Flotsam and jetsam

Debris litters a beach on Mustang Island, an 18-mile barrier island stretching from Corpus Christi to Port Aransas.

By Neil Strassman
Texas Climate News

SAN DIEGO – The Texas coast is littered with about ten times more plastic debris than the beaches of the eastern Gulf of Mexico.

In fact, Texas has more marine debris along its waterfront than any other state in the nation, say oceanographic researchers and conservationists.

The stark news about the Texas coast was delivered in two discussions of ongoing, unpublished research presented at the Sixth International Marine Debris Conference in San Diego this week.

It’s not driftwood, folks.

It’s plastic.

And there’s an astonishing amount of it: An estimated two billion pieces of plastic call the nation’s coastline home and Texas gets more than its fair share.

Everything from bottles, cups and straws to plastic rope, jugs, crates, nets and fishing line. There are candy wrappers, plastic bags and cigarette butts, hard and soft plastic – and don’t forget the bottle caps.

Need a toothbrush? Go to the beach.

In the heat and the ultraviolet light the plastic degrades and breaks apart, getting smaller and smaller, uncollectible, until the white sandy beach becomes the white plastic sandy beach.

The smaller the particle, the easier it is to be eaten by seabirds and to work into the aquatic food chain.

The debris damages wildlife, fisheries, tourism, poisons the aquatic environment and destroys the natural beauty of the Texas coast.

Expect more plastic debris, not less

The problem is getting worse, not better, said George Leonard, chief scientist for the nonprofit Ocean Conservancy.

Eight million metric tons of plastic worldwide flows into the ocean every year and another 350 million metric tons is produced annually, Leonard said.

“All signals point to more plastic, not less,” he said. “How do we bend that trajectory so we don’t kill the ocean.”

Debris totals

A study presented at the San Diego conference found that Texas leads the nation in marine debris.

In 2015, the Conservancy joined with the federal National Oceanic and Atmospheric Administration to identify geographic patterns and trends in marine debris distribution and to improve monitoring and cleanup.

The Conservancy had organized and collected data on beach cleanups for 30 years, which was used for the study. NOAA’s Marine Debris Monitoring Program had cleanup data for five years.

They enlisted the Commonwealth Scientific and Industrial Research Organization of Australia to crunch the data for the U.S. coasts.

It took a year, said Chris Wilcox, a quantitative ecologist and the Australian organization’s chief scientist.

“It’s the first time anyone had a go at a statistical analysis of the data that’s been collected,” he said.

[See “Worldwide, plastic debris inspires action” below this article]

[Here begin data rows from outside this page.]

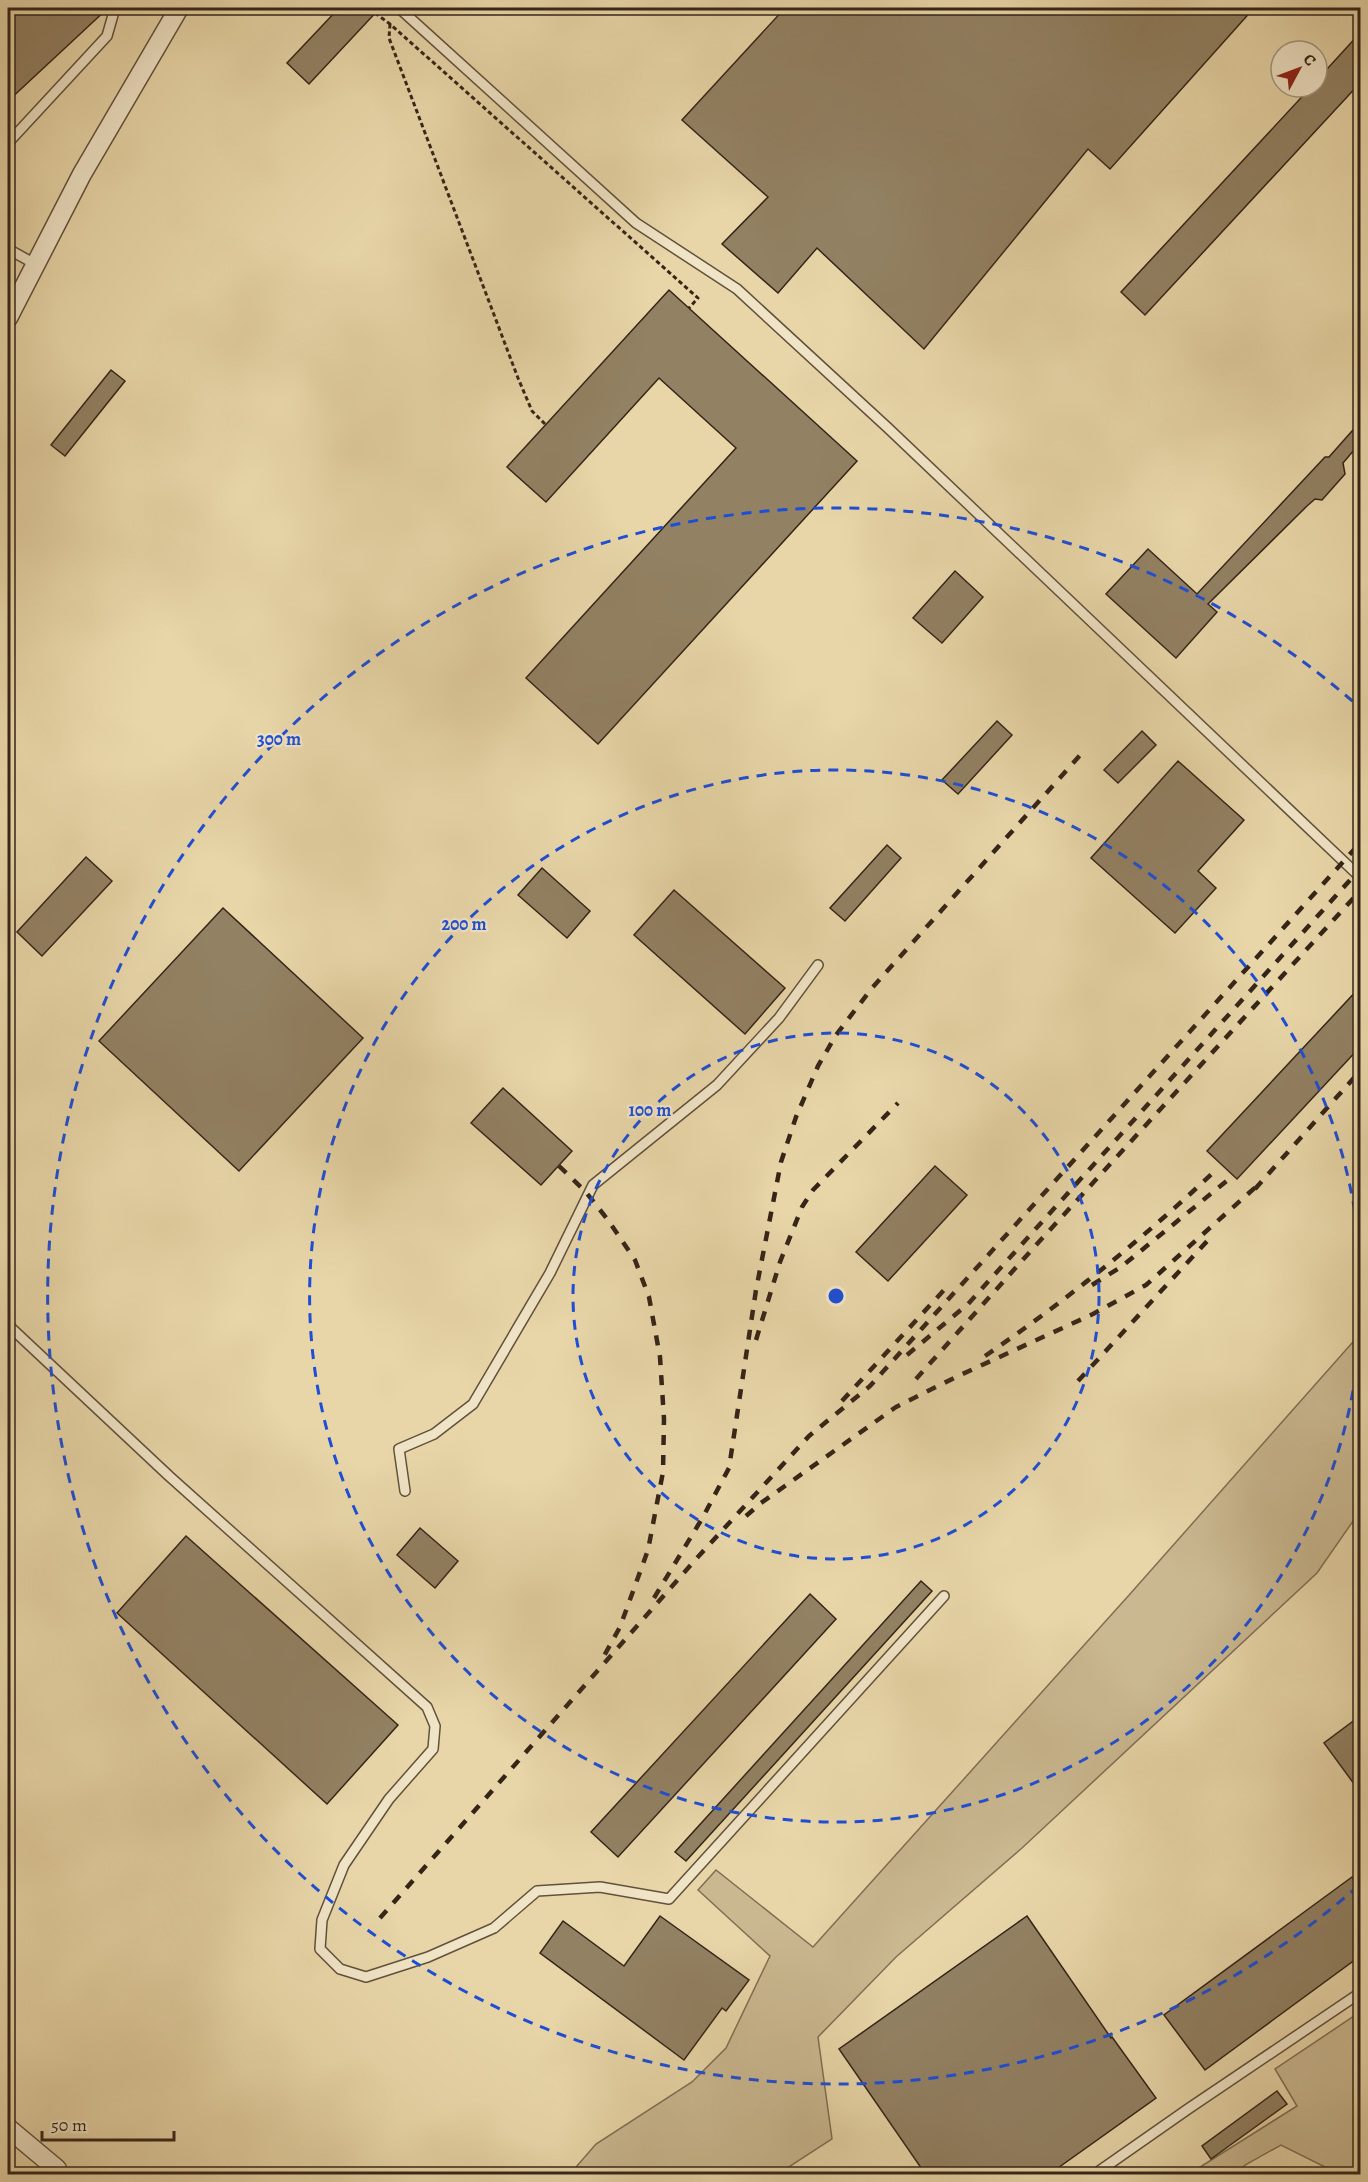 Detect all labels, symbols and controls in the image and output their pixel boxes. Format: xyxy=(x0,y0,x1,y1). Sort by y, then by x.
north arrow xyxy=(1269,39,1329,99)
text: С xyxy=(1298,49,1321,71)
text: 300 m xyxy=(257,727,301,751)
text: 200 m xyxy=(441,912,487,936)
text: 100 m xyxy=(629,1098,671,1122)
centre of rings xyxy=(826,1286,846,1306)
scale bar xyxy=(42,2104,174,2142)
text: 50 m xyxy=(51,2113,87,2137)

The study showed that marine debris in the U.S. is largely homegrown. It comes from urban areas and tends to collect nearby, though it is highly variable and can, at times, end up in other places, Wilcox said.

“Effectively, people here are dumping into the ocean,” Wilcox said.  “We must get better at waste management to compensate for the increase in plastic production, which doubles every 11 years.”

Between now and 2029, he said, the world will make as much plastic as it has made from the advent of the commercial plastics industry in the mid-20th century until now.

The study also showed that Texas currently leads the nation in marine debris.

Gulf currents do a job on Texas beaches

There is precedent for debris to collect in the area around the Coastal Bend of the middle Texas coast, said Larry McKinney, executive director of the Harte Research Institute for Gulf of Mexico Studies, a part of Texas A&M University-Corpus Christi.

“There is a series of currents in the eastern Gulf that deposit the debris in Texas. “It’s been that way for hundreds of thousands of years.”

The currents in the Gulf are finicky.

Even the great Loop Current that flows north into the Gulf between Cuba and the Yucatan Peninsula is subject to strange machinations.

Whooping crane food

A plastic bag adorns a Carolina wolfberry bush, a favorite food of whooping cranes. Members of the highly endangered bird species spend winters on the central Texas coast.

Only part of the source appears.